At the office: instant mix, coffemate and Splenda with boiling water.
At home: drip coffee from an ancient Black and Decker mixed with milk and Splenda.
Mocha pot, but I don't drink it myself
I take a full kettle, boil it, take it off the stove, mix in 5 teaspoons of coffee, boil it a bit again, mix, pour half in the thermo, half in my cup. No sugar.
Typical routine:
- weigh out 18g beans and grind
- into the basket, WDT, tamp
- pull a shot in the 40-50g range
- enjoy as an espresso or steam some milk for a nice latte


Start kettle set to just below 90 degrees. Put what looks like the right amount of coffee at the moment into french press. Pour water into press when it's at temp. Wait 5-10 minutes and drink.
I'll grind up 40g of kona coffee beans, put them into the percolator with 10 cups of water. Once it's ready, I'll add three ice cubes with about 4 cups of fresh coffee to my mug. Brings it to a nice temperature that I can drink it right away without scalding myself. Gives me 2.5 mugs of brew, and usually when the second mug is half done I'll add the remaining coffee into the mug to bring it back up to temp.
I get roasted grinded what ever coffee beans I boil it till its not foamy any more and doesn't splash around I boil again with cardamom added I drink 1 liter then switch to matteh
Based on weather and season I drink espresso, Moka pot or frappe.
Drip.
In a cheap drip coffee maker.
On occasions I do a pour over.

This, plus filtered water and freshly ground illy intenso. The coffee is somewhat costly. But I'm spending less than 10% on coffee now than when i was making weekly/daily trips to the barista.
60 grams course ground coffee in a reusable filter, submersed in 700ml water for 24 to 30 hours in the fridge. then take out the filter, use smaller amounts and dilute to preference. works better with medium roast
I have a Chemex pour over carafe with a coffee sock.
I hand grind whatever bean I'm feeling, my favorite is an unwashed Ethiopian I can only get a few months of the year.
Heat distilled water in my gooseneck to 200F.
Do the pour over thing.
And put it into my ember coffee mug to sip on slowly.

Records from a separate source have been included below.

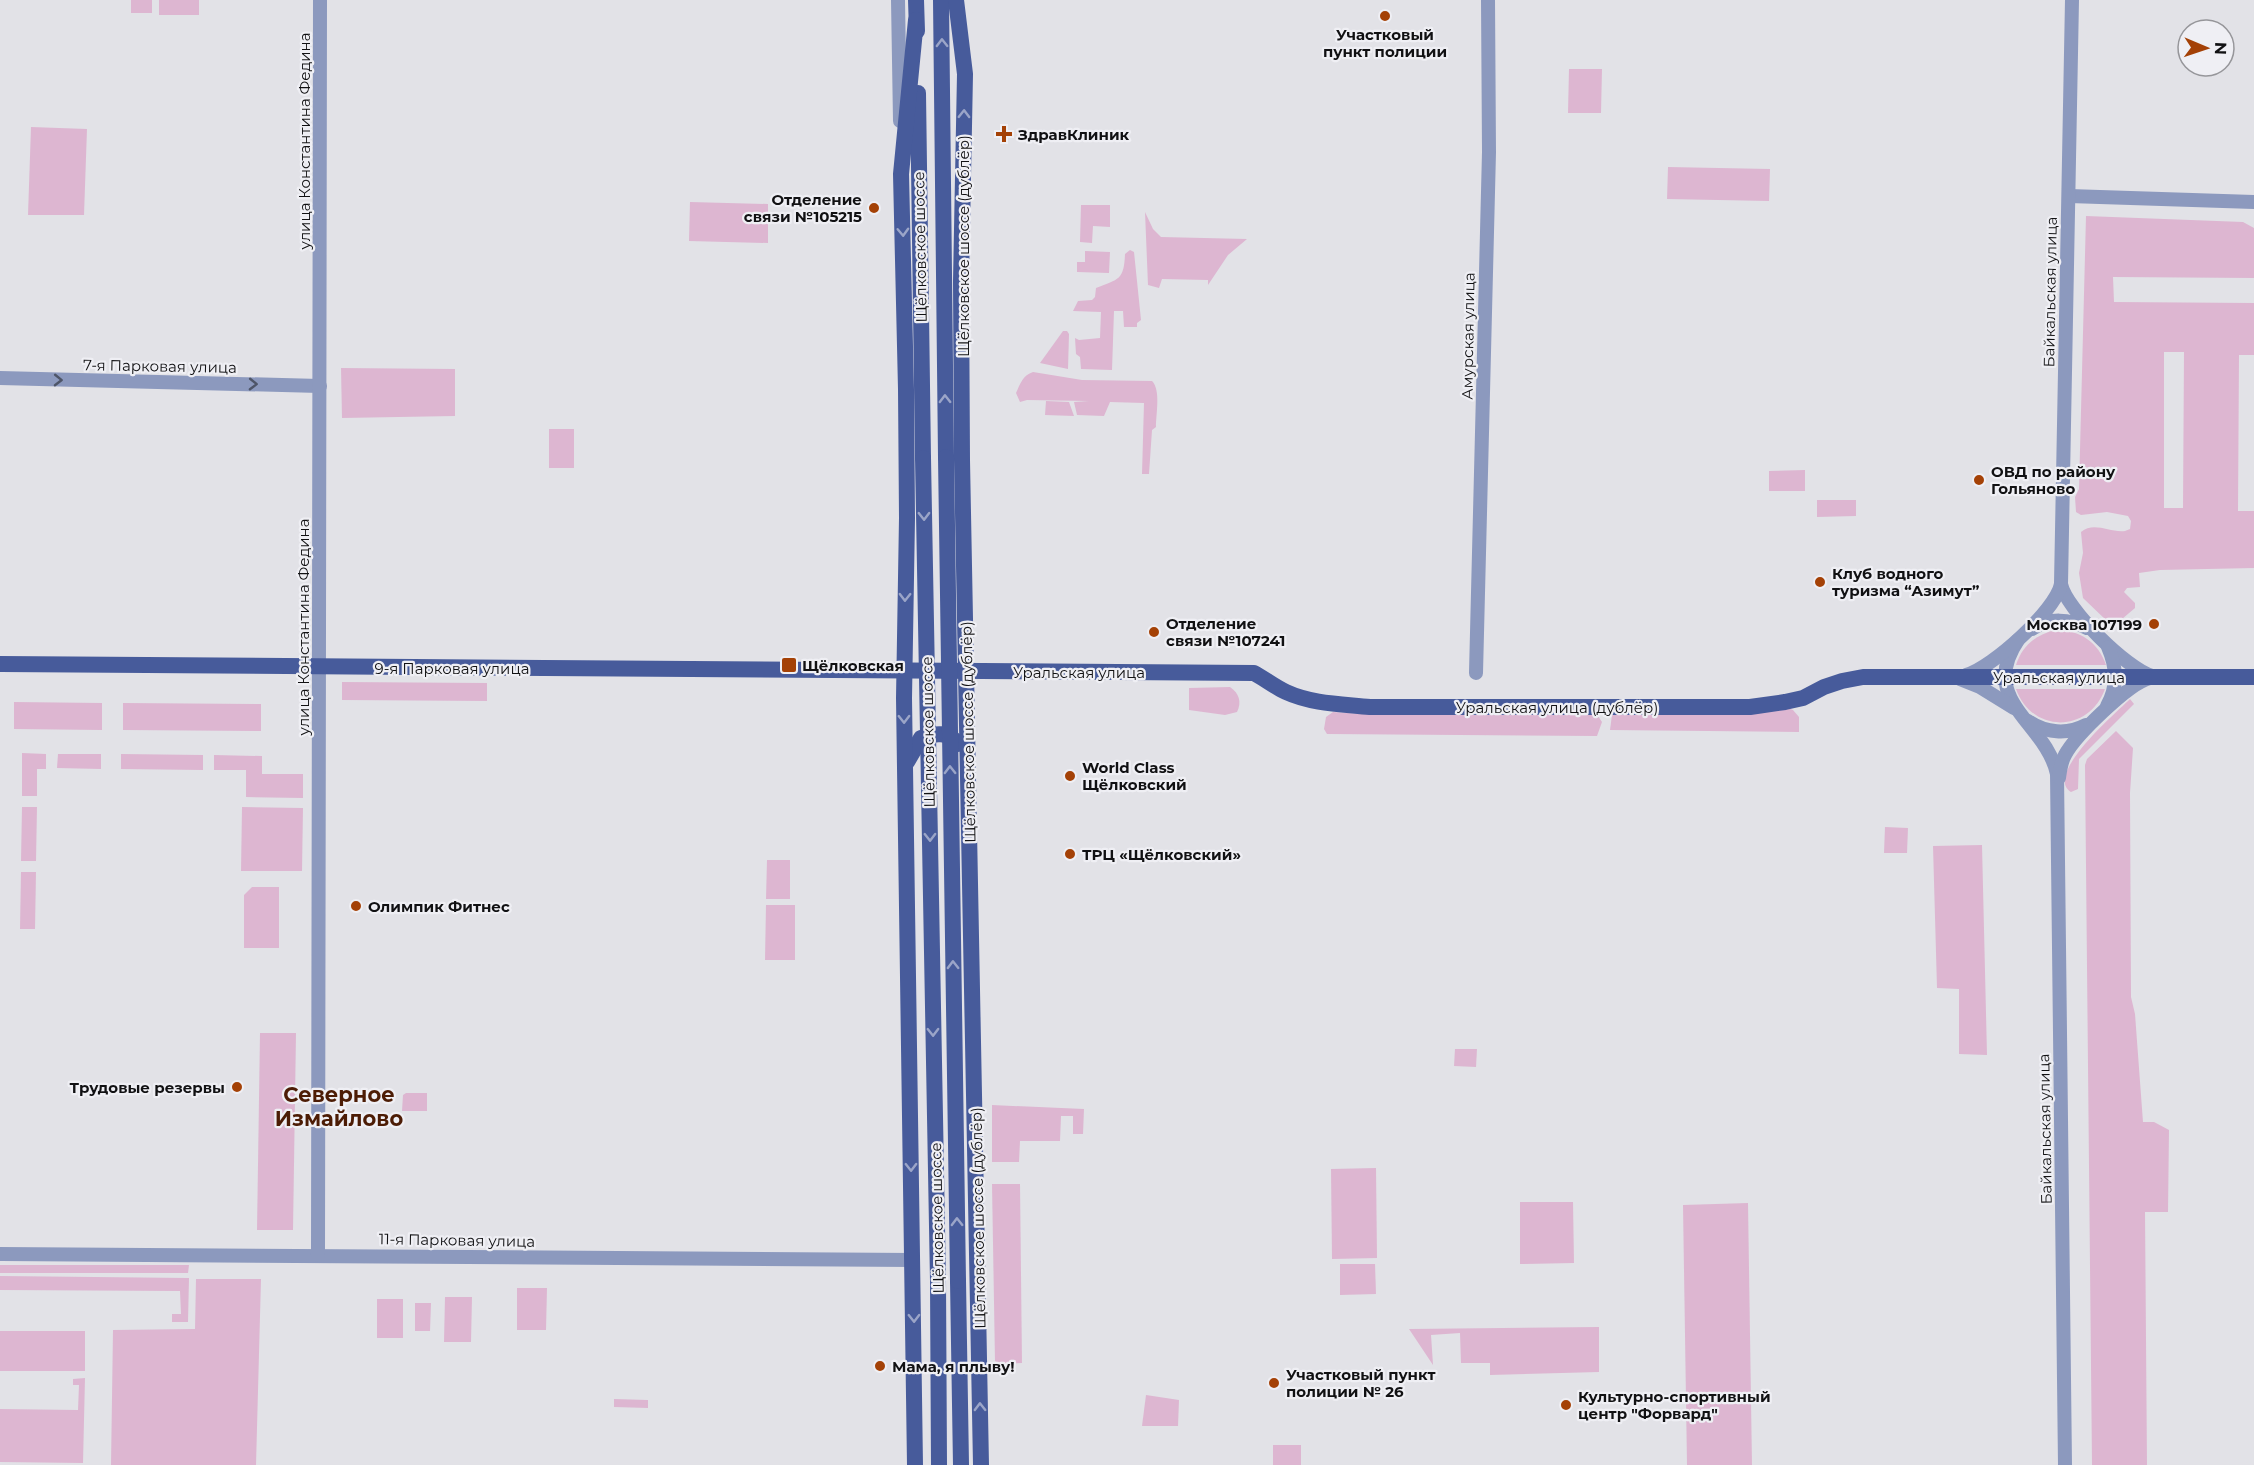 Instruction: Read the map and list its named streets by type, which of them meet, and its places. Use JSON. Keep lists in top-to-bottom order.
{
  "streets": {
    "main road": [
      "Щёлковское шоссе (дублёр)",
      "Щёлковское шоссе",
      "9-я Парковая улица",
      "Уральская улица",
      "Уральская улица (дублёр)"
    ],
    "street": [
      "улица Константина Федина",
      "Байкальская улица",
      "Амурская улица",
      "7-я Парковая улица",
      "11-я Парковая улица"
    ]
  },
  "crossings": [
    ["улица Константина Федина", "7-я Парковая улица"],
    ["улица Константина Федина", "9-я Парковая улица"],
    ["улица Константина Федина", "11-я Парковая улица"],
    ["Щёлковское шоссе (дублёр)", "Уральская улица"],
    ["9-я Парковая улица", "Уральская улица"],
    ["Уральская улица", "Уральская улица (дублёр)"]
  ],
  "one_way": ["7-я Парковая улица"],
  "districts": ["Северное Измайлово"],
  "places": {
    "other": [
      "Участковый пункт полиции",
      "Отделение связи №105215",
      "ОВД по району Гольяново",
      "Клуб водного туризма “Азимут”",
      "Москва 107199",
      "Отделение связи №107241",
      "World Class Щёлковский",
      "ТРЦ «Щёлковский»",
      "Олимпик Фитнес",
      "Трудовые резервы",
      "Мама, я плыву!",
      "Участковый пункт полиции № 26",
      "Культурно-спортивный центр \"Форвард\""
    ],
    "health": ["ЗдравКлиник"],
    "transit": ["Щёлковская"]
  },
  "north": "right"
}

I do it very manually for two reasons. One is of course flavor preferences but also because it helps me stick to one cup a day because I'm lazy and won't want to spend the energy to make more. Lol
200 degrees??
Lol meant F
Tea. Earl Grey. Hot.
Stainless steel moka pot. KitchenAid grinder. Naviera cuban roast coffee beans.
Grind medium, fill bottom of the pot with 160F water, put the filter basket on and fill it with the ground beans. Screw on the top part and precipitate a pot of strong coffee. Heat some milk in a mug and pour coffee over it. Enjoy.

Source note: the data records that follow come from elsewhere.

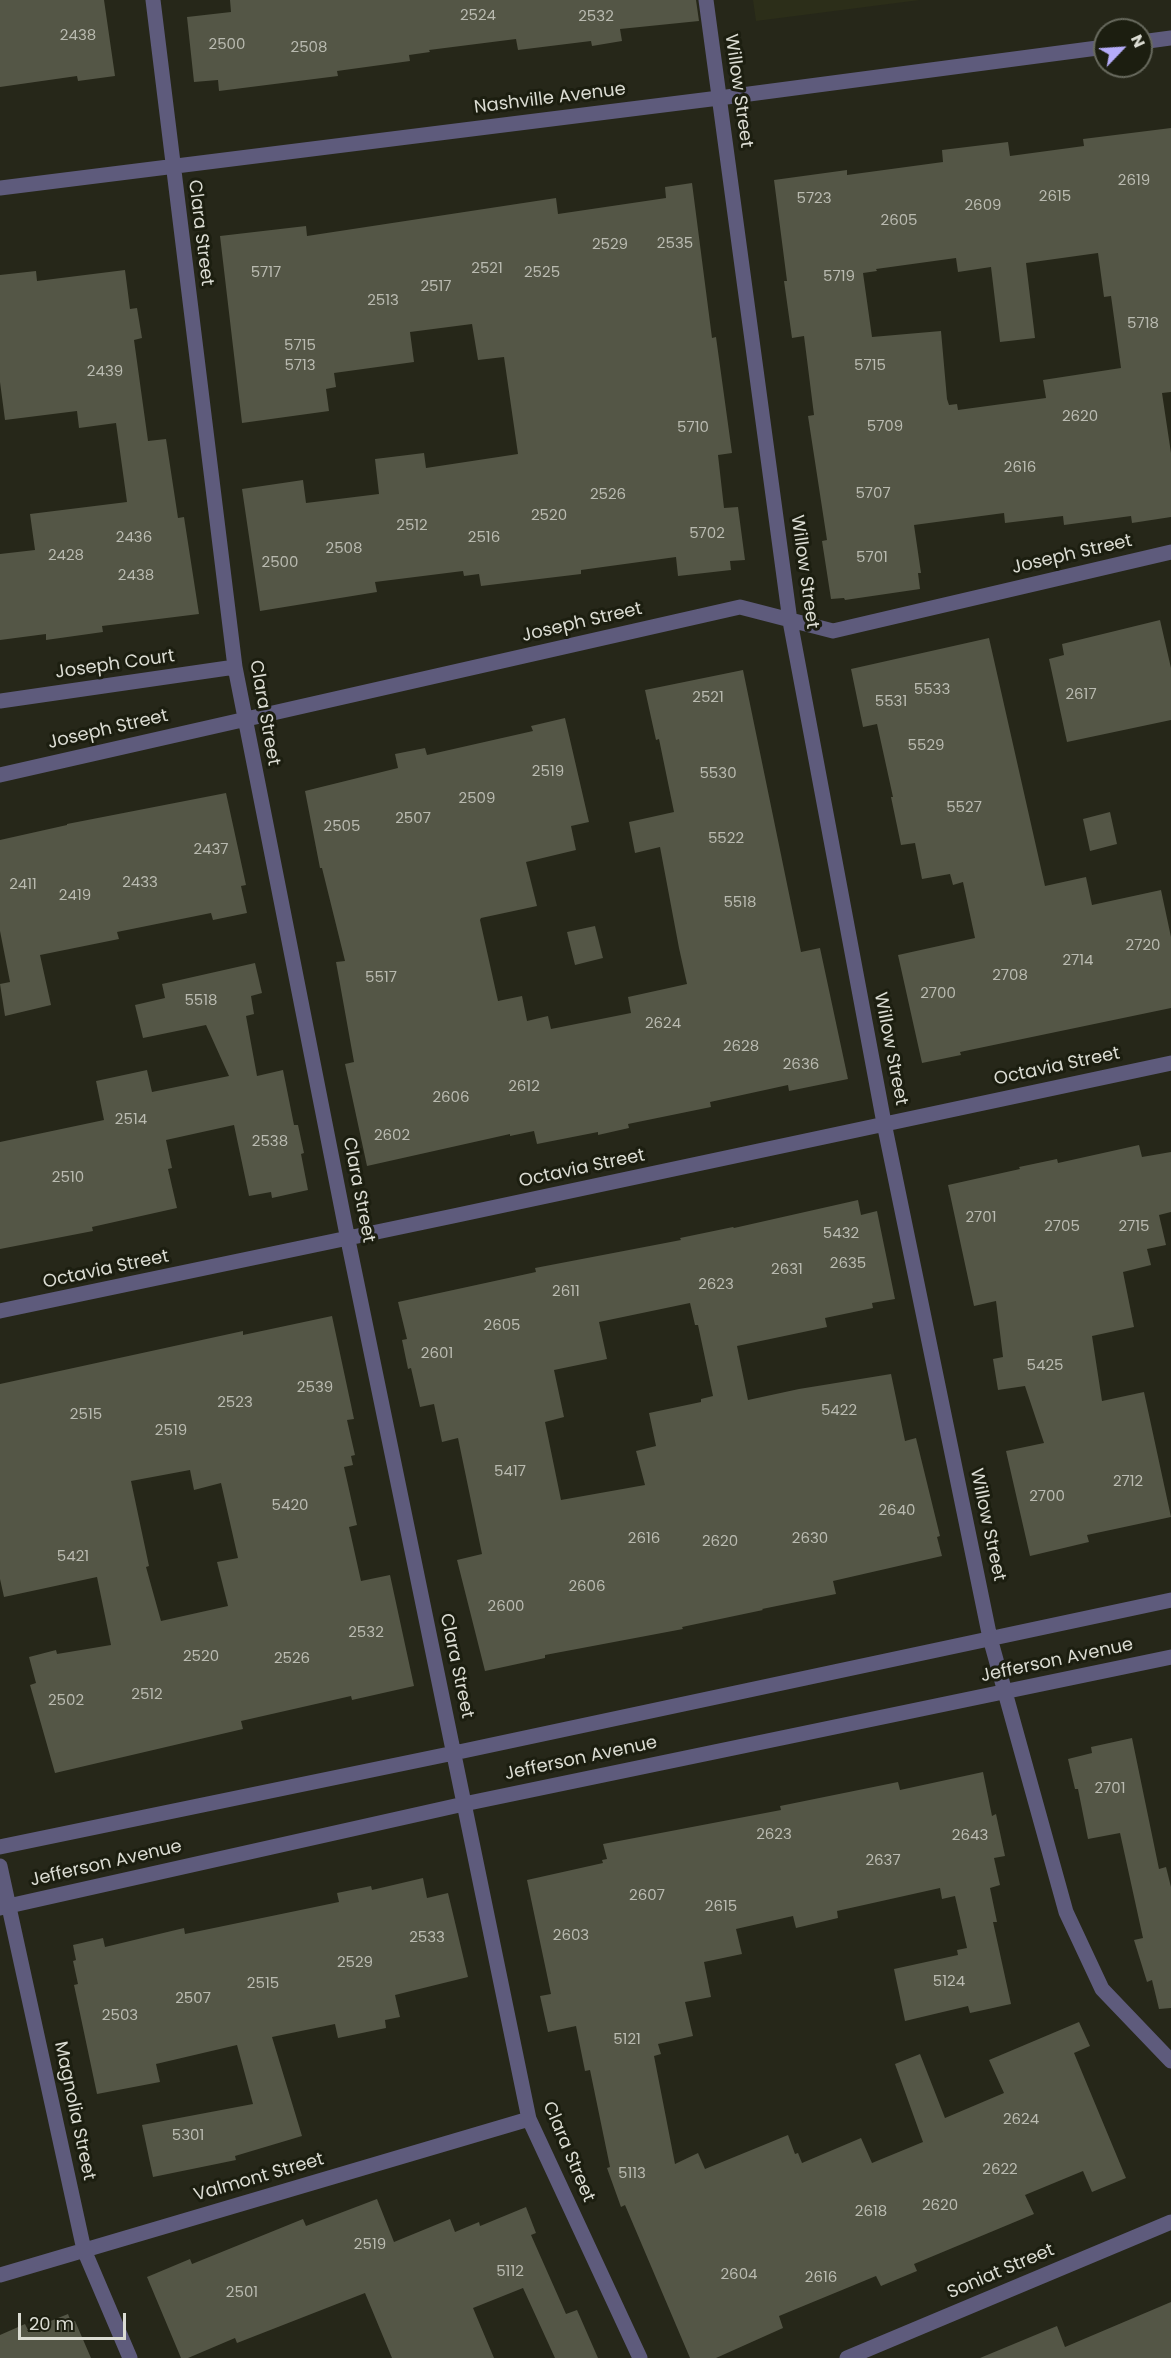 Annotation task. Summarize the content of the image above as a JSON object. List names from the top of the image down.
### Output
{
  "streets": {
    "street": [
      "Willow Street",
      "Nashville Avenue",
      "Clara Street",
      "Joseph Street",
      "Joseph Court",
      "Octavia Street",
      "Jefferson Avenue",
      "Magnolia Street",
      "Valmont Street",
      "Soniat Street"
    ]
  },
  "crossings": [
    ["Willow Street", "Nashville Avenue"],
    ["Willow Street", "Joseph Street"],
    ["Willow Street", "Octavia Street"],
    ["Willow Street", "Jefferson Avenue"],
    ["Nashville Avenue", "Clara Street"],
    ["Clara Street", "Joseph Street"],
    ["Clara Street", "Joseph Court"],
    ["Clara Street", "Octavia Street"],
    ["Clara Street", "Jefferson Avenue"],
    ["Clara Street", "Valmont Street"],
    ["Jefferson Avenue", "Magnolia Street"],
    ["Magnolia Street", "Valmont Street"]
  ],
  "house_numbers": [
    "2524",
    "2532",
    "2438",
    "2500",
    "2508",
    "2619",
    "2615",
    "5723",
    "2609",
    "2605",
    "2535",
    "2529",
    "2521",
    "5717",
    "2525",
    "5719",
    "2517",
    "2513",
    "5718",
    "5715",
    "5713",
    "5715",
    "2439",
    "2620",
    "5709",
    "5710",
    "2616",
    "5707",
    "2526",
    "2520",
    "2512",
    "5702",
    "2436",
    "2516",
    "2508",
    "2428",
    "5701",
    "2500",
    "2438",
    "5533",
    "2617",
    "2521",
    "5531",
    "5529",
    "2519",
    "5530",
    "2509",
    "5527",
    "2507",
    "2505",
    "5522",
    "2437",
    "2433",
    "2411",
    "2419",
    "5518",
    "2720",
    "2714",
    "2708",
    "5517",
    "2700",
    "5518",
    "2624",
    "2628",
    "2636",
    "2612",
    "2606",
    "2514",
    "2602",
    "2538",
    "2510",
    "2701",
    "2705",
    "2715",
    "5432",
    "2635",
    "2631",
    "2623",
    "2611",
    "2605",
    "2601",
    "5425",
    "2539",
    "2523",
    "5422",
    "2515",
    "2519",
    "5417",
    "2712",
    "2700",
    "5420",
    "2640",
    "2616",
    "2630",
    "2620",
    "5421",
    "2606",
    "2600",
    "2532",
    "2520",
    "2526",
    "2512",
    "2502",
    "2701",
    "2623",
    "2643",
    "2637",
    "2607",
    "2615",
    "2603",
    "2533",
    "2529",
    "5124",
    "2515",
    "2507",
    "2503",
    "5121",
    "2624",
    "5301",
    "2622",
    "5113",
    "2620",
    "2618",
    "2519",
    "5112",
    "2604",
    "2616",
    "2501"
  ],
  "scale_bar": "20 m",
  "north": "top right"
}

If work day, fill thermos with the black coffee and a mason jar with whole milk and take those to work to make 2 big lattes. At home someone usually grabs what is left after I make one.
Thanks for the inspiration. I really need to pay attention to my coffee again. Usually I insert a cartridge and press a button.
My kids are home from college and really like cold brew, so I’ll try to remember that tonight as a fresh start
Thanks! This made me happy. Let us know how it goes
me personally i like to put the tea in the screen-door ball thingy and pour hot (not boiling) water on it and oh shit i made tea let me try again
Some sort of Philips machine. Beans and water go in, coffee comes.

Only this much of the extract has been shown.